_WHAT NEEDS TO BE DONE_:
Each line of the data is to be output verbatim, with the images removed.

_DATA EXTRACT_:
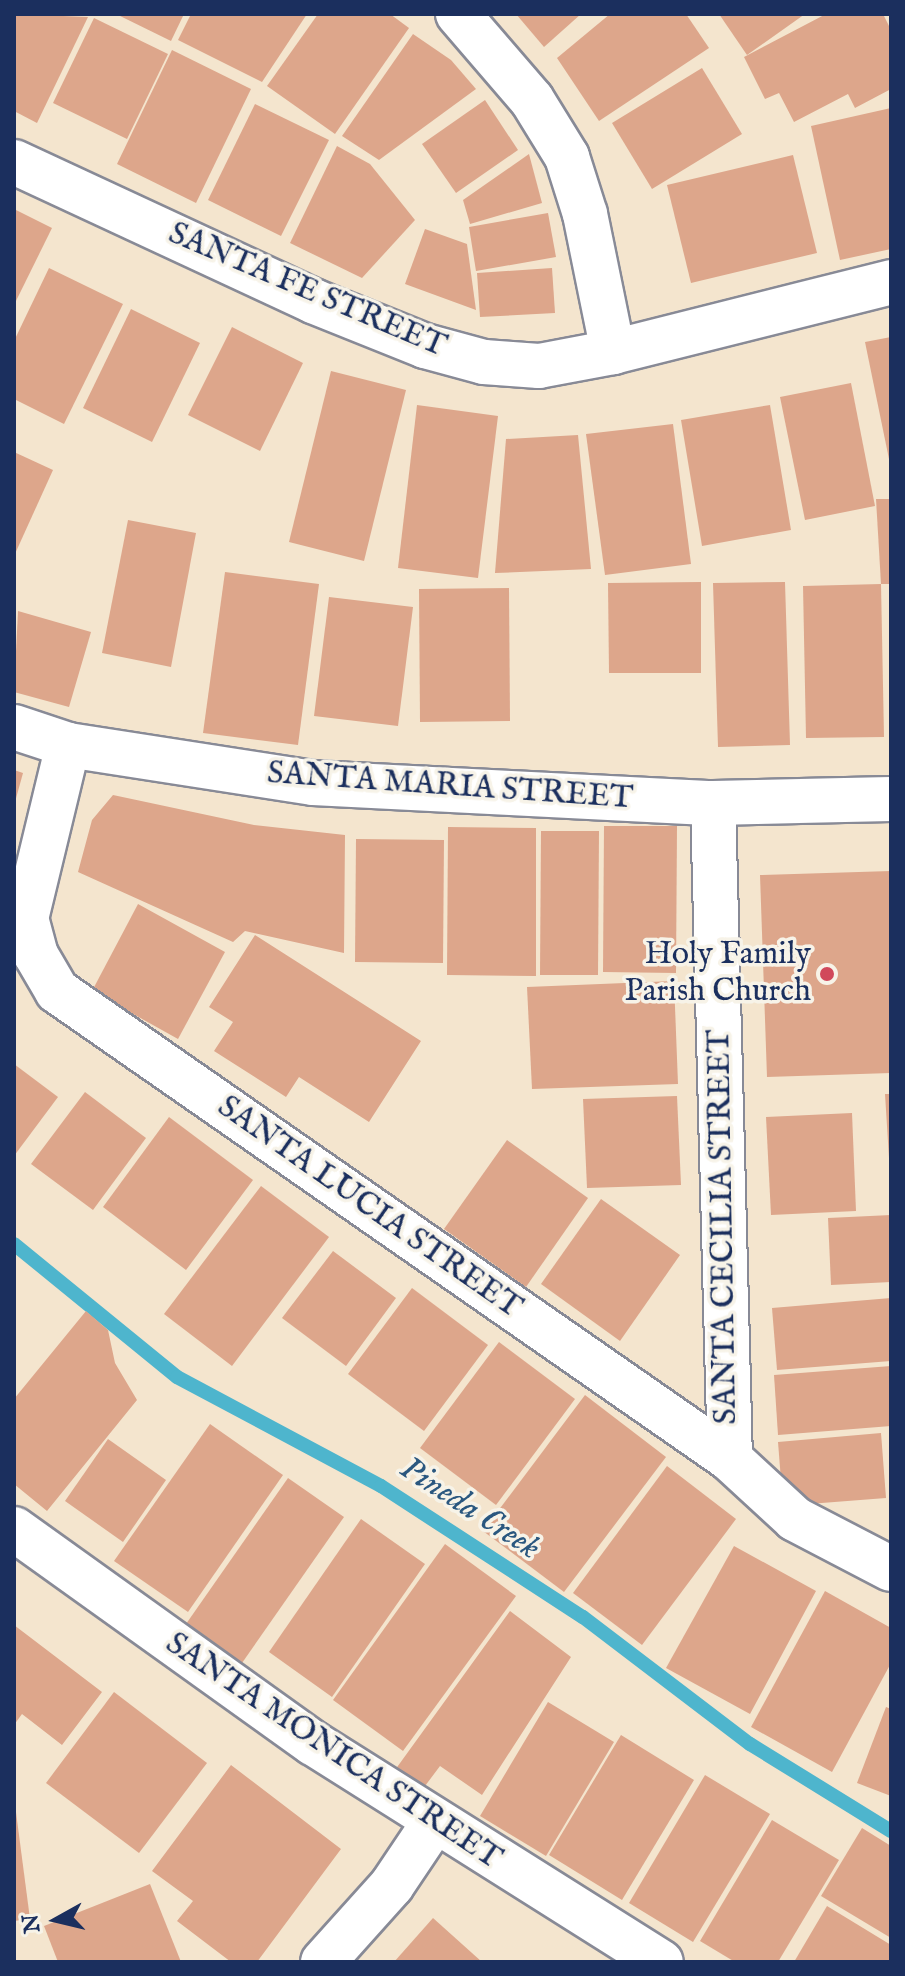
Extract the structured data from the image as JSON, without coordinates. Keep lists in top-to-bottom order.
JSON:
{
  "streets": {
    "street": [
      "SANTA FE STREET",
      "SANTA MARIA STREET",
      "SANTA LUCIA STREET",
      "SANTA CECILIA STREET",
      "SANTA MONICA STREET"
    ]
  },
  "crossings": [
    ["SANTA MARIA STREET", "SANTA LUCIA STREET"],
    ["SANTA MARIA STREET", "SANTA CECILIA STREET"],
    ["SANTA LUCIA STREET", "SANTA CECILIA STREET"]
  ],
  "water": ["Pineda Creek"],
  "places": ["Holy Family Parish Church"],
  "north": "left"
}
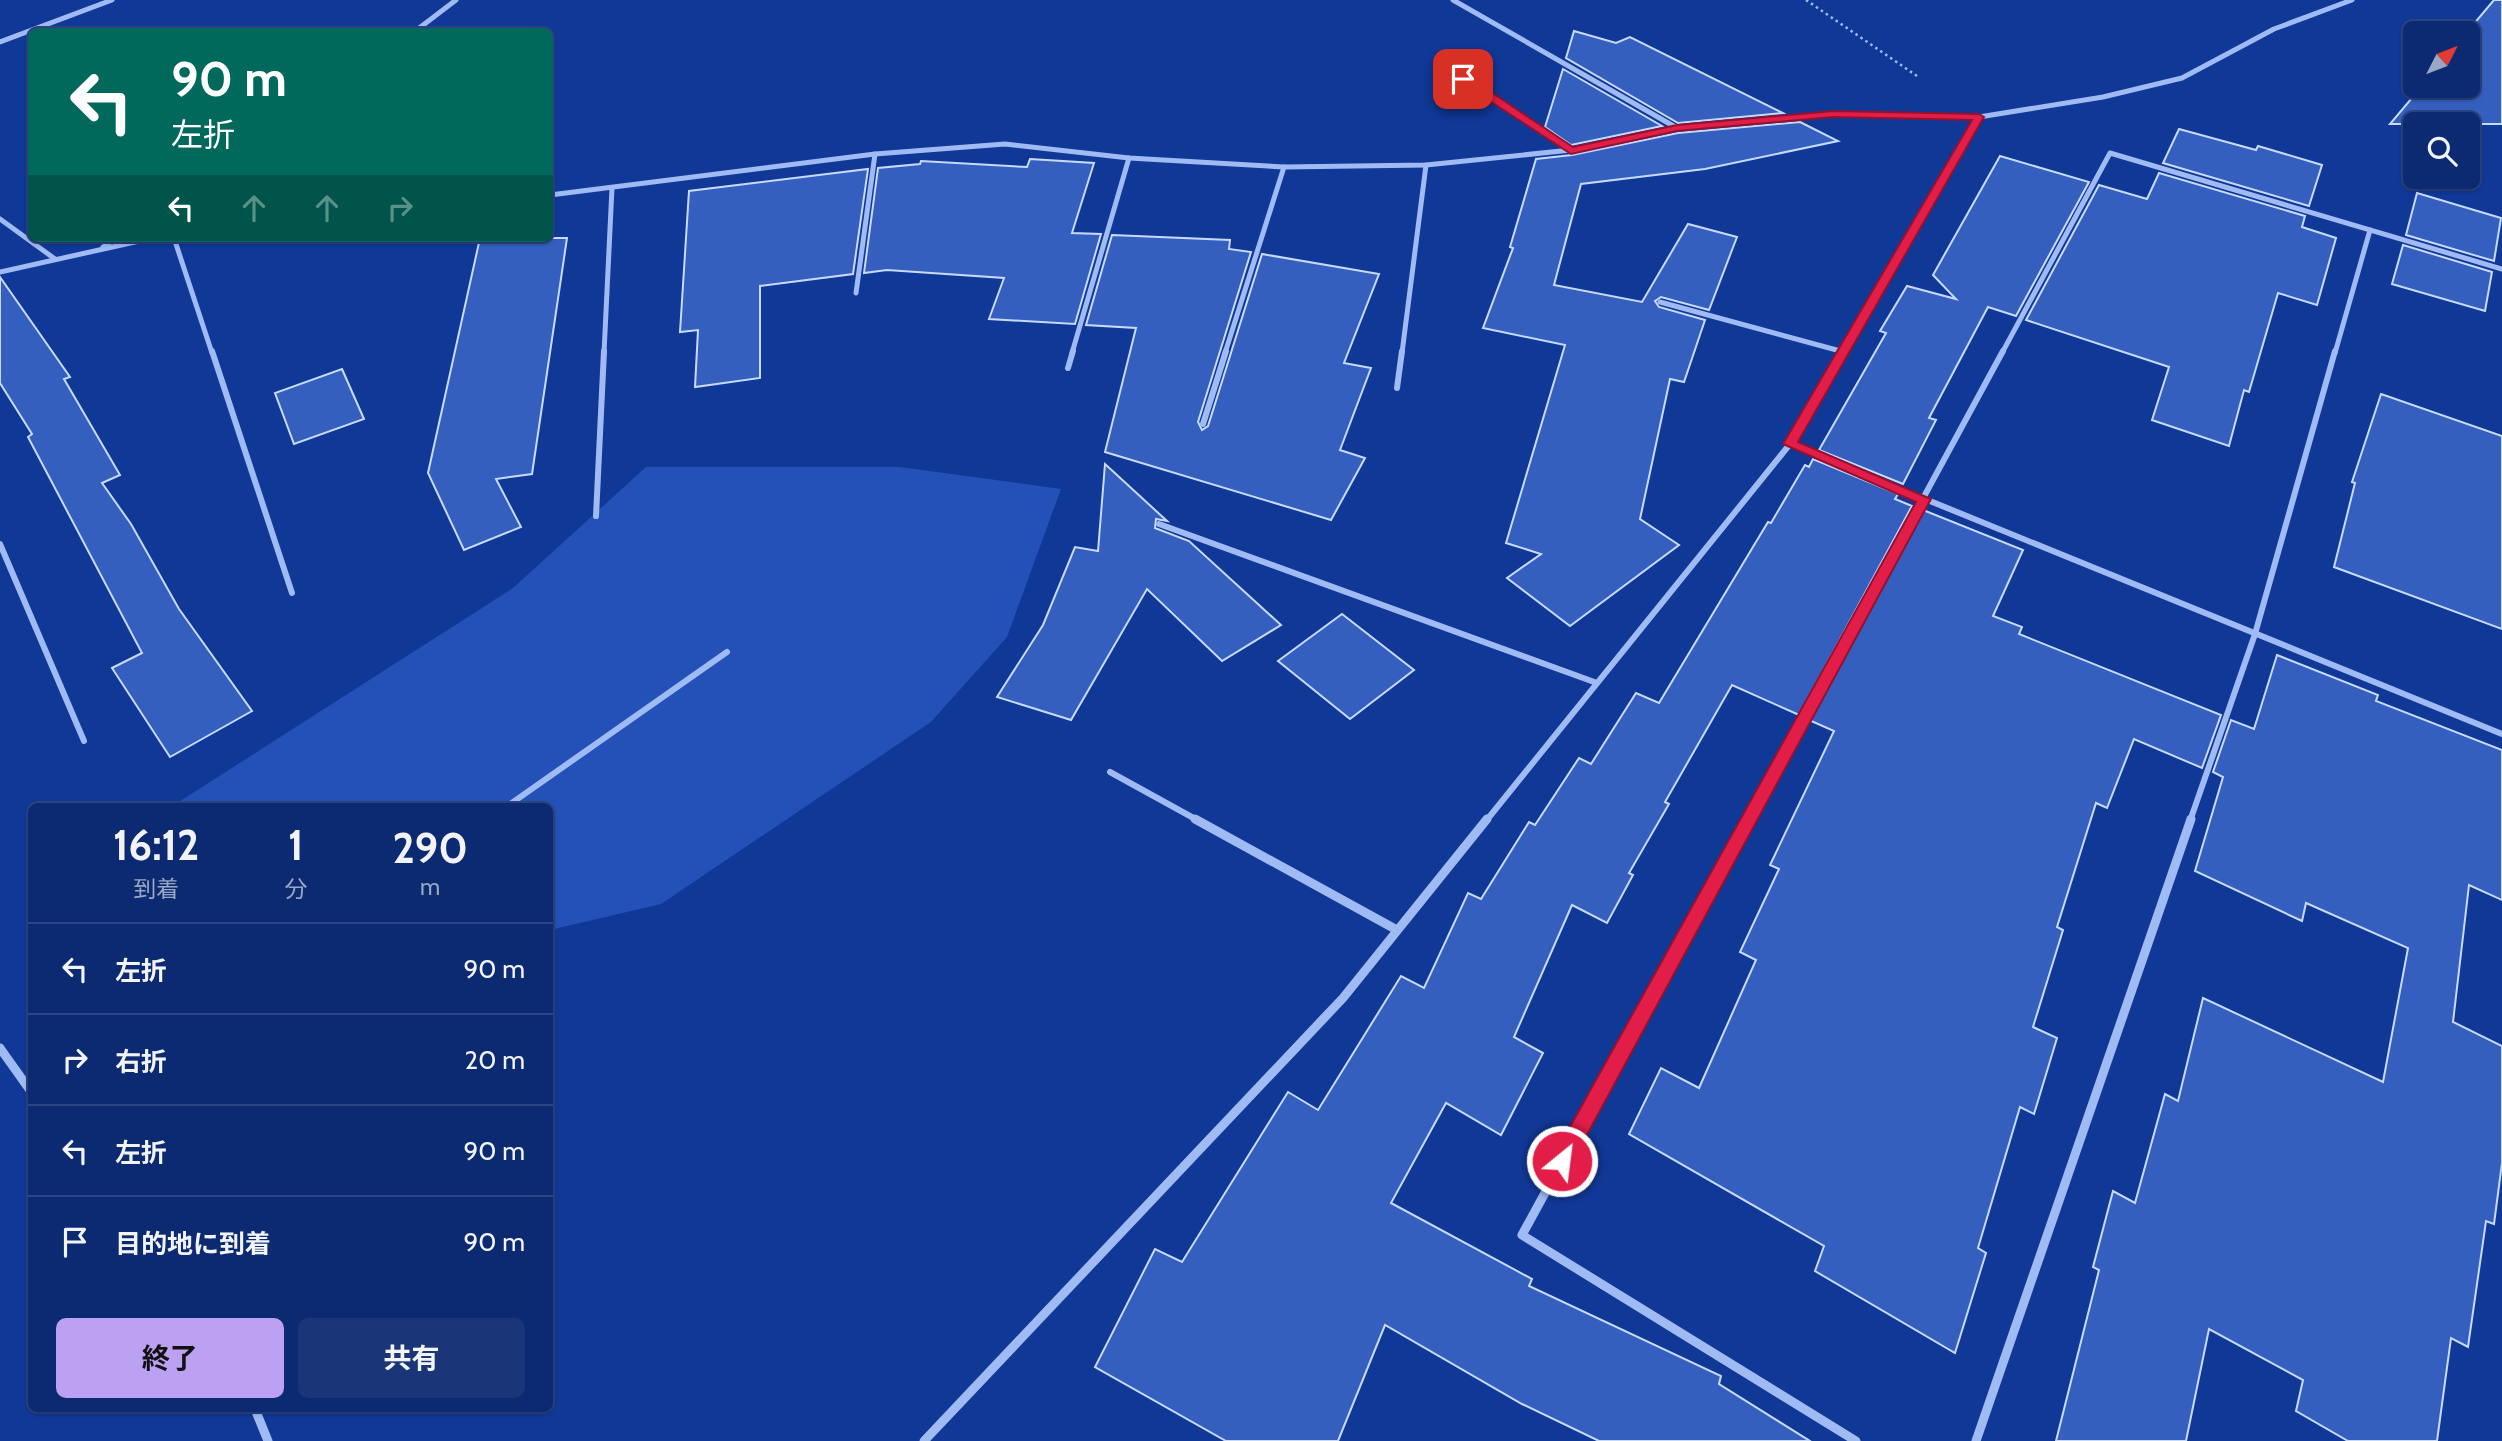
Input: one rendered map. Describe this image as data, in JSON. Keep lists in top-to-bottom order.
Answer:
{
  "north": "top right",
  "page": {
    "turn": ["90 m", "左折"],
    "eta": [
      "16:12",
      "到着",
      "1",
      "分",
      "290",
      "m"
    ],
    "list": [
      {
        "name": "左折",
        "value": "90 m"
      },
      {
        "name": "右折",
        "value": "20 m"
      },
      {
        "name": "左折",
        "value": "90 m"
      },
      {
        "name": "目的地に到着",
        "value": "90 m"
      }
    ],
    "buttons": ["終了", "共有"]
  }
}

_WRITTEN SOLUTION_:
Extract the structured data from the image as JSON, without coordinates. Keep lists in top-to-bottom order.
JSON:
{
  "streets": {
    "street": [
      "SANTA FE STREET",
      "SANTA MARIA STREET",
      "SANTA LUCIA STREET",
      "SANTA CECILIA STREET",
      "SANTA MONICA STREET"
    ]
  },
  "crossings": [
    ["SANTA MARIA STREET", "SANTA LUCIA STREET"],
    ["SANTA MARIA STREET", "SANTA CECILIA STREET"],
    ["SANTA LUCIA STREET", "SANTA CECILIA STREET"]
  ],
  "water": ["Pineda Creek"],
  "places": ["Holy Family Parish Church"],
  "north": "left"
}
Input: one rendered map. Describe this image as data, in JSON. Keep lists in top-to-bottom order.
Answer:
{
  "north": "top right",
  "page": {
    "turn": ["90 m", "左折"],
    "eta": [
      "16:12",
      "到着",
      "1",
      "分",
      "290",
      "m"
    ],
    "list": [
      {
        "name": "左折",
        "value": "90 m"
      },
      {
        "name": "右折",
        "value": "20 m"
      },
      {
        "name": "左折",
        "value": "90 m"
      },
      {
        "name": "目的地に到着",
        "value": "90 m"
      }
    ],
    "buttons": ["終了", "共有"]
  }
}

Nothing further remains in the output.